Pagi itu Narama pergi lebih dulu ke area yang menurutnya aman untuk membuat permukiman baru. Aku menyusulnya kemudian bersama Leaf. Aku menaburkan serbuk ajaib sedikit padanya, agar mudah mengajaknya terbang bersamaku. Leaf sedikit takut saat kakinya pertama kali menginjak udara. Ia meremas tanganku dengan erat. Beberapa detik kemudian ia tampak takjub. Aku tersenyum melihat ekspresi wajahnya. Lucu.
Narama memberikan tatapan yang tidak menyenangkan padaku ketika aku tiba. Ia buru-buru menarik tangan Leaf untuk segera menjelaskan tentang area yang ia pilih. Aku hanya mengedikkan bahu. Aku terbang lagi untuk menjemput Root.

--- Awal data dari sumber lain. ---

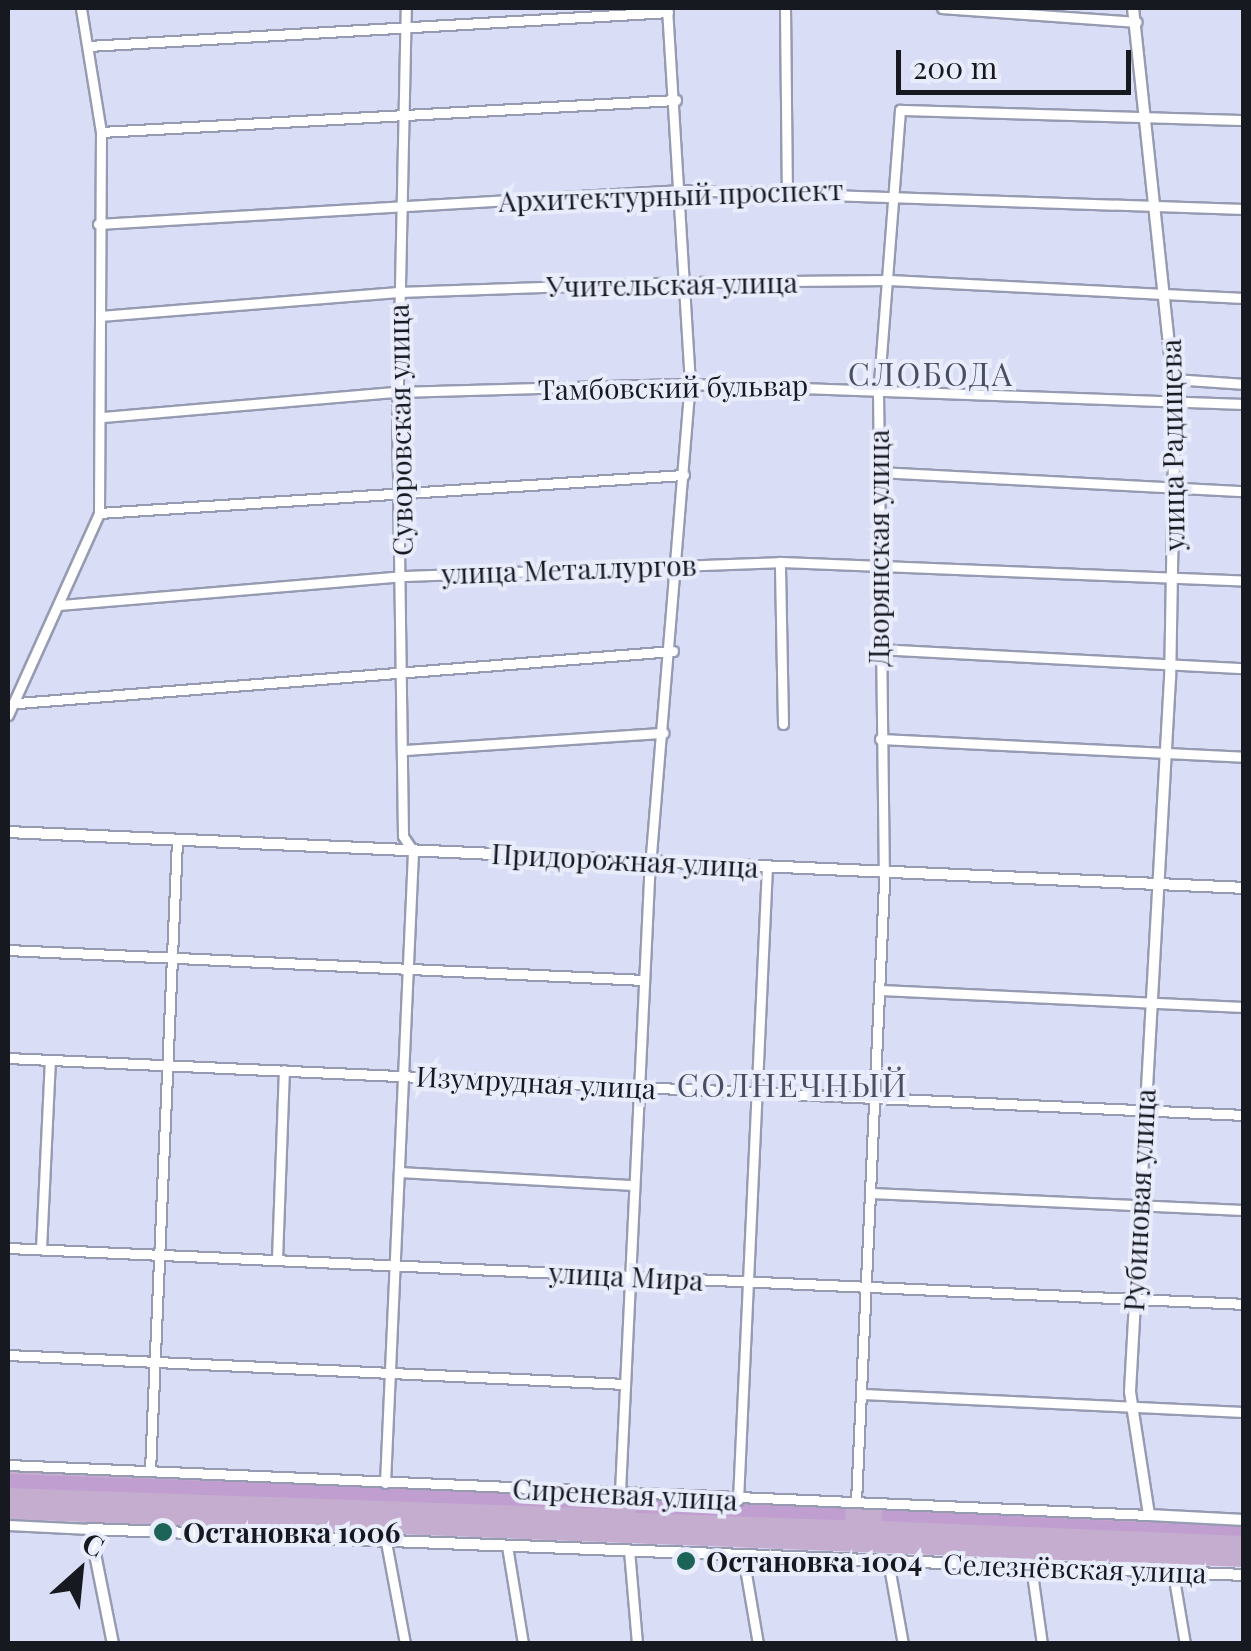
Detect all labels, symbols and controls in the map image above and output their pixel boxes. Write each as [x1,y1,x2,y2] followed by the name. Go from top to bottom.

Ketika aku datang bersama Root, sepertinya Leaf baru saja menolak lokasi pertama yang dipilih Narama. Leaf menjelaskan singkat pada Root dan ternyata Root juga menolak tempat itu. Akhirnya kami berempat terbang menuju lokasi kedua. Kali ini Narama yang menggandeng Leaf lebih dulu, jadilah aku terbang dengan Root.
Lokasi kedua masih mendapat penolakan. Narama menawarkan lokasi ketiga.
“Lokasi yang satu ini dekat dengan tempat kalian yang tergenang air. Dan sekarang ada beberapa katak yang hilir mudik disana.” Aku menjelaskan.
“Aku akan pergi kesana lebih dulu untuk membereskannya. Setelah itu kalian bisa menyusul.” Narama pergi setelah aku menyetujuinya.
Aku mencari sesuatu untuk membawa terbang Root dan Leaf bersamaan. Saat terbang aku tidak bisa membiarkan kedua tanganku penuh. Tangan kananku harus tetap bebas agar ketika ada sesuatu hal terjadi, aku masih bisa menggunakan salah satu tanganku itu untuk melindungi diri.
Aku memotong rumput yang lumayan panjang. Membuang bulu-bulu halusnya agar tidak melukai kulit. Rumput liar memiliki permukaan yang berbulu dan bisa melukai kulit jika kita menyentuhnya dengan tangan telanjang. Leaf berdecak kagum melihatku melakukannya menggunakan tangan kosong, tentu saja aku melakukannya dengan sihir. Itu kemampuan dasar bangsa kami.
“Ini bukan pertama kalinya aku melihat bangsa kalian menggunakan sihir. Namun aku tetap terpesona.” Itulah yang dikatakan Leaf saat aku menyerahkan seutas rumput yang sudah kutaburi serbuk ajaib padanya.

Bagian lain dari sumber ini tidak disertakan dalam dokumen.